Try it:
Below are some records; output exactly the lines from the line with "0H1485L1488 6 1449" to the line with "191H1807L1813 200 1794", both ends kept, and nothing more.

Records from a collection
□ □ □ □ □

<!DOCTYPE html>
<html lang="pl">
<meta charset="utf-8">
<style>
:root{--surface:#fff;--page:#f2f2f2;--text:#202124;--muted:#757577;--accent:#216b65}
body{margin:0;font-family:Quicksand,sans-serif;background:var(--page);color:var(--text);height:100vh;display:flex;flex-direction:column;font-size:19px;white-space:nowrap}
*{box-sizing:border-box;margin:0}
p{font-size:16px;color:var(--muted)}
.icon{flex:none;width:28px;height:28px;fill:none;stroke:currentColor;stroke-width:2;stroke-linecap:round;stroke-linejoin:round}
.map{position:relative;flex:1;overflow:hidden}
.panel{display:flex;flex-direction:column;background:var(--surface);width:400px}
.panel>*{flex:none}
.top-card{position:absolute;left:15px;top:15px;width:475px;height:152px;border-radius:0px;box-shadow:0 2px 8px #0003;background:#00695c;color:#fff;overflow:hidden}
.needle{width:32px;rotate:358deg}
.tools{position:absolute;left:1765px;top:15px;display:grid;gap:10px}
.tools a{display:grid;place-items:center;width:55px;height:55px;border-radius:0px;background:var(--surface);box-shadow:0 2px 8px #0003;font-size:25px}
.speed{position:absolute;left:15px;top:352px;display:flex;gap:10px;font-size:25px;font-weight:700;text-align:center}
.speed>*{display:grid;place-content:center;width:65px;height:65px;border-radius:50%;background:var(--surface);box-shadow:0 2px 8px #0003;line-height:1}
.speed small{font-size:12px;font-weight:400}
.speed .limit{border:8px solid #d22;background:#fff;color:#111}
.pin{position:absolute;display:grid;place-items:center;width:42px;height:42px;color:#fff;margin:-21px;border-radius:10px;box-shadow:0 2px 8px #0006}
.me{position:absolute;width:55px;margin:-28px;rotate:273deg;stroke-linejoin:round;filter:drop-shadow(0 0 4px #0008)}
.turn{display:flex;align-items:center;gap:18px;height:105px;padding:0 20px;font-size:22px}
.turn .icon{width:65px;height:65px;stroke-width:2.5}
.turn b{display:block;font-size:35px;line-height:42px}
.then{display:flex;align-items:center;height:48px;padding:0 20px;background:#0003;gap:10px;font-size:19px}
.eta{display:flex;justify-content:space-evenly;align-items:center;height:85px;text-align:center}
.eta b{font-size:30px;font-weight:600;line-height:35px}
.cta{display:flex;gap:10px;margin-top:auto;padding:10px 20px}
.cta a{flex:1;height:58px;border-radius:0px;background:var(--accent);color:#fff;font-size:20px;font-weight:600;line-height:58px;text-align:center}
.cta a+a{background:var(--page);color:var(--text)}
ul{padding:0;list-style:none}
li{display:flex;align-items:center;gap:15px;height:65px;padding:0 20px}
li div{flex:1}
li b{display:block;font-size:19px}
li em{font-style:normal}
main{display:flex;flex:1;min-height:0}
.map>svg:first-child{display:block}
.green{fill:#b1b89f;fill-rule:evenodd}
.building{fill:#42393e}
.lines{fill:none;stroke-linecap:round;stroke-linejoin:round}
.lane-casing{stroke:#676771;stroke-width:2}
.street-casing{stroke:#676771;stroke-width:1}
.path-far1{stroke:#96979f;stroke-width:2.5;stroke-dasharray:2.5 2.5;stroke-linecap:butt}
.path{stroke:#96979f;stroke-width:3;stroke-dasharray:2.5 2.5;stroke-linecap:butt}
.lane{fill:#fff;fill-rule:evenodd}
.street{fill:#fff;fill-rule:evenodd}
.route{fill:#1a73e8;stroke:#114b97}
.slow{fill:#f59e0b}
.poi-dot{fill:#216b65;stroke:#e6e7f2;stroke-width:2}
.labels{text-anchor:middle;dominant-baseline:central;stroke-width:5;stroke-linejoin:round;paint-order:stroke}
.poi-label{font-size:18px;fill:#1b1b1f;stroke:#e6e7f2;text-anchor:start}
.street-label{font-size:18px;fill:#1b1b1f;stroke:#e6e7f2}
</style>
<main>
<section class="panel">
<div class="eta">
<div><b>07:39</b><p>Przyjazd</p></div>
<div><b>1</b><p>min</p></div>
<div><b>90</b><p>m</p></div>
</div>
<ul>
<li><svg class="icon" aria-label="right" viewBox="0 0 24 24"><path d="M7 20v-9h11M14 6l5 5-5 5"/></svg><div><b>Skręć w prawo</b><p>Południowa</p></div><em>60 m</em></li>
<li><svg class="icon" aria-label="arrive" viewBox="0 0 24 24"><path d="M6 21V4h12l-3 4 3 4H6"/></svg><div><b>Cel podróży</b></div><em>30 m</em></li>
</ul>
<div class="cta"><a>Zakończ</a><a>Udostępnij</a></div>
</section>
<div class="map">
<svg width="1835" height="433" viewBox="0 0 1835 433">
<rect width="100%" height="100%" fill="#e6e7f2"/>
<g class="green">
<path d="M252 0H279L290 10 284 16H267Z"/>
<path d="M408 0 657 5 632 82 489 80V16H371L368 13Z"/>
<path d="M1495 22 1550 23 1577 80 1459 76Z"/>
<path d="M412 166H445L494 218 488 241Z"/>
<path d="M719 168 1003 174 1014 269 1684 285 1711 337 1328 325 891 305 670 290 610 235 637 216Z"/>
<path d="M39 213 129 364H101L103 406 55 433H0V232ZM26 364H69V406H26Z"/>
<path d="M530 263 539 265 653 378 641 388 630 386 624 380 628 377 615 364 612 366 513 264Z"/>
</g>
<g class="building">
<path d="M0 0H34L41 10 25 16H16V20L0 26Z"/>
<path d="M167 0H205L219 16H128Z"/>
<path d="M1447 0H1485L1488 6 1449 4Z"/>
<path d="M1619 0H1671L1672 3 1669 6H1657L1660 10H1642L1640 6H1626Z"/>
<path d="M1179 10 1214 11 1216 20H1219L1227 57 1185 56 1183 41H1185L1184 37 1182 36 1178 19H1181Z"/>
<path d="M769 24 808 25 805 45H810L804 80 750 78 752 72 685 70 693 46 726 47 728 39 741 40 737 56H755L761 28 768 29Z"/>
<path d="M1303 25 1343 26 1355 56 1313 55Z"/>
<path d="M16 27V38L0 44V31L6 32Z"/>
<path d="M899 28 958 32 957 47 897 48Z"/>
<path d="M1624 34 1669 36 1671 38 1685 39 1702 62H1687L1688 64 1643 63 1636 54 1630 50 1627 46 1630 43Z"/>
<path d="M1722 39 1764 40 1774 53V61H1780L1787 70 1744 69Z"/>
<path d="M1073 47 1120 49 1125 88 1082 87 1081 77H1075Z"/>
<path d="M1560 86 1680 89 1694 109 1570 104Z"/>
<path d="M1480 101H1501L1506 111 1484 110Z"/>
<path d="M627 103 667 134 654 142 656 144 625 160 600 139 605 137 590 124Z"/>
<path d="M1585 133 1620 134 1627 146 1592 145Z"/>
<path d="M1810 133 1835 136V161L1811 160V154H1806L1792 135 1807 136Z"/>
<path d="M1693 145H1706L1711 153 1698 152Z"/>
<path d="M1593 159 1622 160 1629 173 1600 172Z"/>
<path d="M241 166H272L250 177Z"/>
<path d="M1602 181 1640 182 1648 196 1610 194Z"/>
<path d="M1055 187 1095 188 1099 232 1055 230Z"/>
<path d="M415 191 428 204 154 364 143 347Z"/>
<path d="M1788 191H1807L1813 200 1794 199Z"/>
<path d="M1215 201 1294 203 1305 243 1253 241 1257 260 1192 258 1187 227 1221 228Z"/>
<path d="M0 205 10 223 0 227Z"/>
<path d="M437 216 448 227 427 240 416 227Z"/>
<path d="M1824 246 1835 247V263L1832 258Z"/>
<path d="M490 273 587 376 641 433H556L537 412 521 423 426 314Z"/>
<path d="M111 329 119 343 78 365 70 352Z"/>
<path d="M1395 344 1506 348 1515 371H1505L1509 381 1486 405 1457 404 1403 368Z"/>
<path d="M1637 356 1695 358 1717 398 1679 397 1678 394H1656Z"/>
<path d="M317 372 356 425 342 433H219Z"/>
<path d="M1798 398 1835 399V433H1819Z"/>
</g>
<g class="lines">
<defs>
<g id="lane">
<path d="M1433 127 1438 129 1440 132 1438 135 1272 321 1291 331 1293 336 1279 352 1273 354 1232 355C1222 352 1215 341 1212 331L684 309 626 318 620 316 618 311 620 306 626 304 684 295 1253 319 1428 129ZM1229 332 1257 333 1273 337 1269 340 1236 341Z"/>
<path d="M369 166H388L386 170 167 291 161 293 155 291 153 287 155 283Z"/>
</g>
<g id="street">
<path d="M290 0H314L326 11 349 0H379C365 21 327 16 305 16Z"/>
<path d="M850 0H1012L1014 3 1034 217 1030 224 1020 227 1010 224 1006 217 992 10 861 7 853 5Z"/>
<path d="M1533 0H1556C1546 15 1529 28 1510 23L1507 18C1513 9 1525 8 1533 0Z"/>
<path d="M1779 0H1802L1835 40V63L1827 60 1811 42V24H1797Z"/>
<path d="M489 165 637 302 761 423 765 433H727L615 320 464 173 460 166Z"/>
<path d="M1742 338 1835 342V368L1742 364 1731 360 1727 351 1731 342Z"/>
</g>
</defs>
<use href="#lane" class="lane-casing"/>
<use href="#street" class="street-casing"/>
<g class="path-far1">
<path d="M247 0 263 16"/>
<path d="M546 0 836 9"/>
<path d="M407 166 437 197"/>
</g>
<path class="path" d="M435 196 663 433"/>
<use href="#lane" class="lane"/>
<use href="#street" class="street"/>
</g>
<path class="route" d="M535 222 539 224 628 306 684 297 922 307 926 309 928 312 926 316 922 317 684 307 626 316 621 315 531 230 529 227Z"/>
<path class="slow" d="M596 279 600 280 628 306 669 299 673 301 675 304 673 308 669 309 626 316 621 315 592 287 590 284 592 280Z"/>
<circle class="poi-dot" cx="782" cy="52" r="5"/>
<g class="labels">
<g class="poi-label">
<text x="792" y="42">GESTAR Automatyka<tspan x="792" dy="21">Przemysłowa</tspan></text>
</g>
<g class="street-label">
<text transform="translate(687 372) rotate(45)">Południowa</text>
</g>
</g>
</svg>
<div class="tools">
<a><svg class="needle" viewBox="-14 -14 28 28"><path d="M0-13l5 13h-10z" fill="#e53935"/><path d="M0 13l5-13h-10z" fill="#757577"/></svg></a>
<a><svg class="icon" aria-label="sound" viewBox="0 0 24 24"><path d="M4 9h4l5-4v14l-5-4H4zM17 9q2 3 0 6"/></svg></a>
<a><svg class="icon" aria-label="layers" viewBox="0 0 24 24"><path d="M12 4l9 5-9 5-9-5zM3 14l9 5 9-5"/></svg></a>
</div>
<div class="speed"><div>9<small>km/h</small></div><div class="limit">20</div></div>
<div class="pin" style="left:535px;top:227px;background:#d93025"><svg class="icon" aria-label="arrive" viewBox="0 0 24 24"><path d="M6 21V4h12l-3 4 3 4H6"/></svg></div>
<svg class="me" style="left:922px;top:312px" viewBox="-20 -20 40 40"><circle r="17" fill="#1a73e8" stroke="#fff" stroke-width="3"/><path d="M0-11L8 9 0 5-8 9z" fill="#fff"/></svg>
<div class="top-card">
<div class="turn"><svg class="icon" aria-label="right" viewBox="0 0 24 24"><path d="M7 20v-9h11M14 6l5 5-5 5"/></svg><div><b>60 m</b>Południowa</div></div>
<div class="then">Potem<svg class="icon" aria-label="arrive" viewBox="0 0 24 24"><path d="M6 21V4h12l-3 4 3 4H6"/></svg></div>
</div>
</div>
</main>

□ □ □ □ □

Output below:
<path d="M1447 0H1485L1488 6 1449 4Z"/>
<path d="M1619 0H1671L1672 3 1669 6H1657L1660 10H1642L1640 6H1626Z"/>
<path d="M1179 10 1214 11 1216 20H1219L1227 57 1185 56 1183 41H1185L1184 37 1182 36 1178 19H1181Z"/>
<path d="M769 24 808 25 805 45H810L804 80 750 78 752 72 685 70 693 46 726 47 728 39 741 40 737 56H755L761 28 768 29Z"/>
<path d="M1303 25 1343 26 1355 56 1313 55Z"/>
<path d="M16 27V38L0 44V31L6 32Z"/>
<path d="M899 28 958 32 957 47 897 48Z"/>
<path d="M1624 34 1669 36 1671 38 1685 39 1702 62H1687L1688 64 1643 63 1636 54 1630 50 1627 46 1630 43Z"/>
<path d="M1722 39 1764 40 1774 53V61H1780L1787 70 1744 69Z"/>
<path d="M1073 47 1120 49 1125 88 1082 87 1081 77H1075Z"/>
<path d="M1560 86 1680 89 1694 109 1570 104Z"/>
<path d="M1480 101H1501L1506 111 1484 110Z"/>
<path d="M627 103 667 134 654 142 656 144 625 160 600 139 605 137 590 124Z"/>
<path d="M1585 133 1620 134 1627 146 1592 145Z"/>
<path d="M1810 133 1835 136V161L1811 160V154H1806L1792 135 1807 136Z"/>
<path d="M1693 145H1706L1711 153 1698 152Z"/>
<path d="M1593 159 1622 160 1629 173 1600 172Z"/>
<path d="M241 166H272L250 177Z"/>
<path d="M1602 181 1640 182 1648 196 1610 194Z"/>
<path d="M1055 187 1095 188 1099 232 1055 230Z"/>
<path d="M415 191 428 204 154 364 143 347Z"/>
<path d="M1788 191H1807L1813 200 1794 199Z"/>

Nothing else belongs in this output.